Tensile overload-induced plastic deformation and fatigue behavior in weld-repaired high-strength low-alloy steel

•Overload-induced plastic deformation of weld-repaired HSLA was measured.•The overload influence on subsequent fatigue behavior was studied.•Buffer layer thickness has great influence on fatigue behavior in fatigue tests.•The relationships among plastic deformation, SEM details and da/dN were correlated.

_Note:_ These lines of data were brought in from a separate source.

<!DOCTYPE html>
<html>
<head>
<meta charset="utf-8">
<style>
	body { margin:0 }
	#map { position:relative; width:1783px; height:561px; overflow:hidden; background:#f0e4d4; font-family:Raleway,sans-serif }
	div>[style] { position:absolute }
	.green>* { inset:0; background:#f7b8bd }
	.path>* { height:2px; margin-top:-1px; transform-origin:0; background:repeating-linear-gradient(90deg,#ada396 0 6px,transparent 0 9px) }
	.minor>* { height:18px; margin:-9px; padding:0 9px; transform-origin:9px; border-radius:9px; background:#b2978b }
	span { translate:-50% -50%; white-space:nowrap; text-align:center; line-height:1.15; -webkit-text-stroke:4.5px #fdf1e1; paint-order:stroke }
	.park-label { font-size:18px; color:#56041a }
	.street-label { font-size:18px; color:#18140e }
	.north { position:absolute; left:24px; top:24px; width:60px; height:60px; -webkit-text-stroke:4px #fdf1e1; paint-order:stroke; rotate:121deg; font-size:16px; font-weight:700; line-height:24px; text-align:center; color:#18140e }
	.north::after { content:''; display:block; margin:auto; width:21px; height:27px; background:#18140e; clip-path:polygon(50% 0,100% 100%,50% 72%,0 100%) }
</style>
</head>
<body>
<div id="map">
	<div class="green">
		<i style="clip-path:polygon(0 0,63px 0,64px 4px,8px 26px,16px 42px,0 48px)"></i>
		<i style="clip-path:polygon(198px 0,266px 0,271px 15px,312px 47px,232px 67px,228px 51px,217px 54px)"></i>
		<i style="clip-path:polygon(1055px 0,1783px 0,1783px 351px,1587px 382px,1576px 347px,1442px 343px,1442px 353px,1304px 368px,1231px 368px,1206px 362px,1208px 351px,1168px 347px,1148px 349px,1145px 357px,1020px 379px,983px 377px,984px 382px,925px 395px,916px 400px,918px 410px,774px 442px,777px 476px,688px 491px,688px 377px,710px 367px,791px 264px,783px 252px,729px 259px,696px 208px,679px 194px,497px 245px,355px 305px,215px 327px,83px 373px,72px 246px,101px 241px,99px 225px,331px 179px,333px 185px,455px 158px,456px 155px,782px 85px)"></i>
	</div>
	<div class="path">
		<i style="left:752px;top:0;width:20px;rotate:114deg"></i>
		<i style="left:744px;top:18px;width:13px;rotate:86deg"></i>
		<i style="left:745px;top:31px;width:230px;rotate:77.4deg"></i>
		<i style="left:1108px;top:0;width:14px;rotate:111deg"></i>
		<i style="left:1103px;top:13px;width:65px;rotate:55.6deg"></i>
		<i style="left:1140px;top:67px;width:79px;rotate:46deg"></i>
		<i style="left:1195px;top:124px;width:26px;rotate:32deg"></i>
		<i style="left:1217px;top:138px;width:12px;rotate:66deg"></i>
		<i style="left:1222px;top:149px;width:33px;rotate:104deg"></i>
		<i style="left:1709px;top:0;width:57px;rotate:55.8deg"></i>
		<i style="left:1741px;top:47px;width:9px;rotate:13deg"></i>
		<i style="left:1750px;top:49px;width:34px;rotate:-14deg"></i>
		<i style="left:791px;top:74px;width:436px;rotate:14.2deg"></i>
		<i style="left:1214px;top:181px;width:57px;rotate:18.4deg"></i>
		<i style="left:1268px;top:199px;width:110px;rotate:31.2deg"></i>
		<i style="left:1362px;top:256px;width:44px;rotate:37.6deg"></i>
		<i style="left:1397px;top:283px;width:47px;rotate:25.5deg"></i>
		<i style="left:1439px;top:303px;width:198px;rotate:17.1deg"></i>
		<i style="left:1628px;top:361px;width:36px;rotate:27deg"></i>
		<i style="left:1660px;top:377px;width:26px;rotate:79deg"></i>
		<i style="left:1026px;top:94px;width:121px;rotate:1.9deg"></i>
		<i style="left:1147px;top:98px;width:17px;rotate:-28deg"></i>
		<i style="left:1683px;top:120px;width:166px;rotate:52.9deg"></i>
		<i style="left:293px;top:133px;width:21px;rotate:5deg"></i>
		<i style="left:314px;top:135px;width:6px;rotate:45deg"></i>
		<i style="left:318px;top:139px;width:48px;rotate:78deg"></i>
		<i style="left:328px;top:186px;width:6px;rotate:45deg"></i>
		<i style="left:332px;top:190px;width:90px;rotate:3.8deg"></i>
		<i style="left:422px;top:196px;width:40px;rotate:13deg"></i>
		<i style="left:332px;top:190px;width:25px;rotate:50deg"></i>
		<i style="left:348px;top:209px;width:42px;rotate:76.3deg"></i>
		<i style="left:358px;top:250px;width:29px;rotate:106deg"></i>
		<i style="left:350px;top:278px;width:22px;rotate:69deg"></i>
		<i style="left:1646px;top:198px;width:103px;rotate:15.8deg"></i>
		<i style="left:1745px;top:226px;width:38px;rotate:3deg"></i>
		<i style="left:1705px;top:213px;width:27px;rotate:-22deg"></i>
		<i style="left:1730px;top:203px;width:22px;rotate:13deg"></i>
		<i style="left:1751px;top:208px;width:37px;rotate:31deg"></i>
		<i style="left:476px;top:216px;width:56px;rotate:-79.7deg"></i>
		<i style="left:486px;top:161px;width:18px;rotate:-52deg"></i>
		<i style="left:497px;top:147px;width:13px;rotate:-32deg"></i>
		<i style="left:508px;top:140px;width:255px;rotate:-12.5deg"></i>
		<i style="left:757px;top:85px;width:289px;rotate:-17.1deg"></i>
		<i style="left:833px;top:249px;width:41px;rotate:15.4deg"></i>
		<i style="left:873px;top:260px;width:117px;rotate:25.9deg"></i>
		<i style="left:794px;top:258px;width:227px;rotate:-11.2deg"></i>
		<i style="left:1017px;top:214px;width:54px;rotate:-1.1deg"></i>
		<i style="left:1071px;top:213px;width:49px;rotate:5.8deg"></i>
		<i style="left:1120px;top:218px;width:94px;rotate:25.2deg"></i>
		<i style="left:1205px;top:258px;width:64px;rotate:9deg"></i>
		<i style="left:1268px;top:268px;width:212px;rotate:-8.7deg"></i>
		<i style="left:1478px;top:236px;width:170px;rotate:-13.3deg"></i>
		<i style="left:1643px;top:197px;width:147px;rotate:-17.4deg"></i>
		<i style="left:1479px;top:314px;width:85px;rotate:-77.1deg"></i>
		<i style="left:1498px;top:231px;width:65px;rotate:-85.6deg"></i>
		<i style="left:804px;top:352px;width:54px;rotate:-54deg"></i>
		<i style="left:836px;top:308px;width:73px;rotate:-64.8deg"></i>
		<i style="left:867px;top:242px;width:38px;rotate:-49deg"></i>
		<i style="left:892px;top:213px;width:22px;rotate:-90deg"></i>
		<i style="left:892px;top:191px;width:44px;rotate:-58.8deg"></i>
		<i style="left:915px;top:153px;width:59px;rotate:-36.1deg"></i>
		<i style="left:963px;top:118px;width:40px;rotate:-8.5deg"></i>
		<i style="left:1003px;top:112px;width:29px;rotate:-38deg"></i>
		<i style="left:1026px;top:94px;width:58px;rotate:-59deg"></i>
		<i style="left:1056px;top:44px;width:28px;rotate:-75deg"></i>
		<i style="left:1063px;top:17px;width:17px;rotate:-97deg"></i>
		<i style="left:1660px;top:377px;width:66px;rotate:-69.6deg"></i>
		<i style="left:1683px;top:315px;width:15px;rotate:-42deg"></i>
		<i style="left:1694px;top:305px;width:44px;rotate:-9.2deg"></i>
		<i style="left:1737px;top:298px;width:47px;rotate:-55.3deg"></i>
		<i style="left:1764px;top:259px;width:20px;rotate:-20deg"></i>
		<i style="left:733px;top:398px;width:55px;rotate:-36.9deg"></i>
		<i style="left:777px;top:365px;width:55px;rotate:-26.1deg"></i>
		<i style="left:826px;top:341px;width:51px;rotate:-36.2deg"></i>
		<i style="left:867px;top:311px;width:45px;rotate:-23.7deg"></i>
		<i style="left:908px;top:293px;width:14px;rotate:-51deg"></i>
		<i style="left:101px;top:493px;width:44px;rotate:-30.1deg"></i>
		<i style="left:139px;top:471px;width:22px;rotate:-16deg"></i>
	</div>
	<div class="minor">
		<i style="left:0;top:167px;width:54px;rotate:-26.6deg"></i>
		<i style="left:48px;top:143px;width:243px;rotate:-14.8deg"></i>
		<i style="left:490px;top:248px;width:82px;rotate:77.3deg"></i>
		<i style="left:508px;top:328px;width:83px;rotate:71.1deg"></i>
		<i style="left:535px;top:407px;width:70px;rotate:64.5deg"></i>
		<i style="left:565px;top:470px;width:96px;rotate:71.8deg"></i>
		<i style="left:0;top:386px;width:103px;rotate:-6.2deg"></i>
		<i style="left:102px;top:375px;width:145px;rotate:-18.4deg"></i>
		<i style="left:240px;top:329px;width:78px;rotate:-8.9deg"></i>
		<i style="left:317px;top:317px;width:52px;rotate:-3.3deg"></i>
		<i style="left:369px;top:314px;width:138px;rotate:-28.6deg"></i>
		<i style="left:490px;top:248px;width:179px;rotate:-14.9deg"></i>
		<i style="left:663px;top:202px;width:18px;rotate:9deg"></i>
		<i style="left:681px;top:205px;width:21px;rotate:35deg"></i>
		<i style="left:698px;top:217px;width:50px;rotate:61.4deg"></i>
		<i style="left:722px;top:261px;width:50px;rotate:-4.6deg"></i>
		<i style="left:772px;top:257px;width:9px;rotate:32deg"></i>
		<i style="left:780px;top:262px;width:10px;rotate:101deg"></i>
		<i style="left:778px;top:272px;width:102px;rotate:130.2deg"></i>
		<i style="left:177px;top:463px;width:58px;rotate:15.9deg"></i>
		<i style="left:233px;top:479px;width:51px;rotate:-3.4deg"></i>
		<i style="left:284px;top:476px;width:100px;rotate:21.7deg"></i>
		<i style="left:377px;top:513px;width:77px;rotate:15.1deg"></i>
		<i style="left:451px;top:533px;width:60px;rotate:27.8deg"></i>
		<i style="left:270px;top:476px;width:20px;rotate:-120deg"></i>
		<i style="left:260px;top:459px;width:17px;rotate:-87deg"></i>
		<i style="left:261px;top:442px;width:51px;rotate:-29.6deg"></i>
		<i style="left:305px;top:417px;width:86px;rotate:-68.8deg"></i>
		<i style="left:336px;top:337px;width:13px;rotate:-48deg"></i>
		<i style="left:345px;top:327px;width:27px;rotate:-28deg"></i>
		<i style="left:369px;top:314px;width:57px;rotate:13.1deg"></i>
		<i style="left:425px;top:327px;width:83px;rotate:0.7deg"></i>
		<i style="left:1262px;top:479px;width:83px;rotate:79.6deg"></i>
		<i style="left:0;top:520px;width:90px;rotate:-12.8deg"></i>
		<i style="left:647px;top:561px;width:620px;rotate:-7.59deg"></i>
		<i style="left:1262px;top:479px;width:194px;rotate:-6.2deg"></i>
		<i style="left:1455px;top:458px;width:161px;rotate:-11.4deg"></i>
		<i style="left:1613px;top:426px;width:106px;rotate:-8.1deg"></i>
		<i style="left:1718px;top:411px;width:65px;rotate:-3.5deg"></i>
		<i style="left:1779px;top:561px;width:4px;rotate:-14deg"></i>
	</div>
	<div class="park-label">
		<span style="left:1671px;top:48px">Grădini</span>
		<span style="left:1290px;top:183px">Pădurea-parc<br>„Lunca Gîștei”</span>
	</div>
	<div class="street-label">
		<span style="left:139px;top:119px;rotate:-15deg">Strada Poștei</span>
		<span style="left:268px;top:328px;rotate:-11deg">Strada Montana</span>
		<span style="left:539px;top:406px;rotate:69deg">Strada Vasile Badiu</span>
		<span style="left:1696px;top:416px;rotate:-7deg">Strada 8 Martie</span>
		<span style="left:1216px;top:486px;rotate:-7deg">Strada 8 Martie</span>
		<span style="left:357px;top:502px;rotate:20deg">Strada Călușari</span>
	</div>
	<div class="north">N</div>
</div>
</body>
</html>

The effects of tensile over-load (OL) on fatigue crack growth behavior of a weld-repaired high-strength low-alloy (HSLA) steel were studied by measuring both the fatigue crack growth rate and sample-thickness variation along the fatigue crack growth path. The thickness variation, indicating the degree of plastic deformation (PD), provided an indirect measurement of associated residual compressive stresses at the crack-tip. The applied tensile OL with one-hour holding period in each test generated a damage zone at the crack tip. Microscopic details of the crack-tip damage zone were characterized by scanning electron microscopy. Three groups of expanded compact-tension (E-CT) samples, 10 mm in thickness, were tested: weld-repaired HSLA without soft buffer layer (BL), and weld-repaired HSLA with 4 mm or 10 mm thick BL. The experimental results showed that the OL-induced PD, closely linked to the crack-tip residual compressive stresses, reduced the subsequent fatigue crack growth rate, and that the HSLA with a 10 mm BL had the lowest growth rate, indicating a soft BL with an adequate thickness could further improve the fatigue resistance.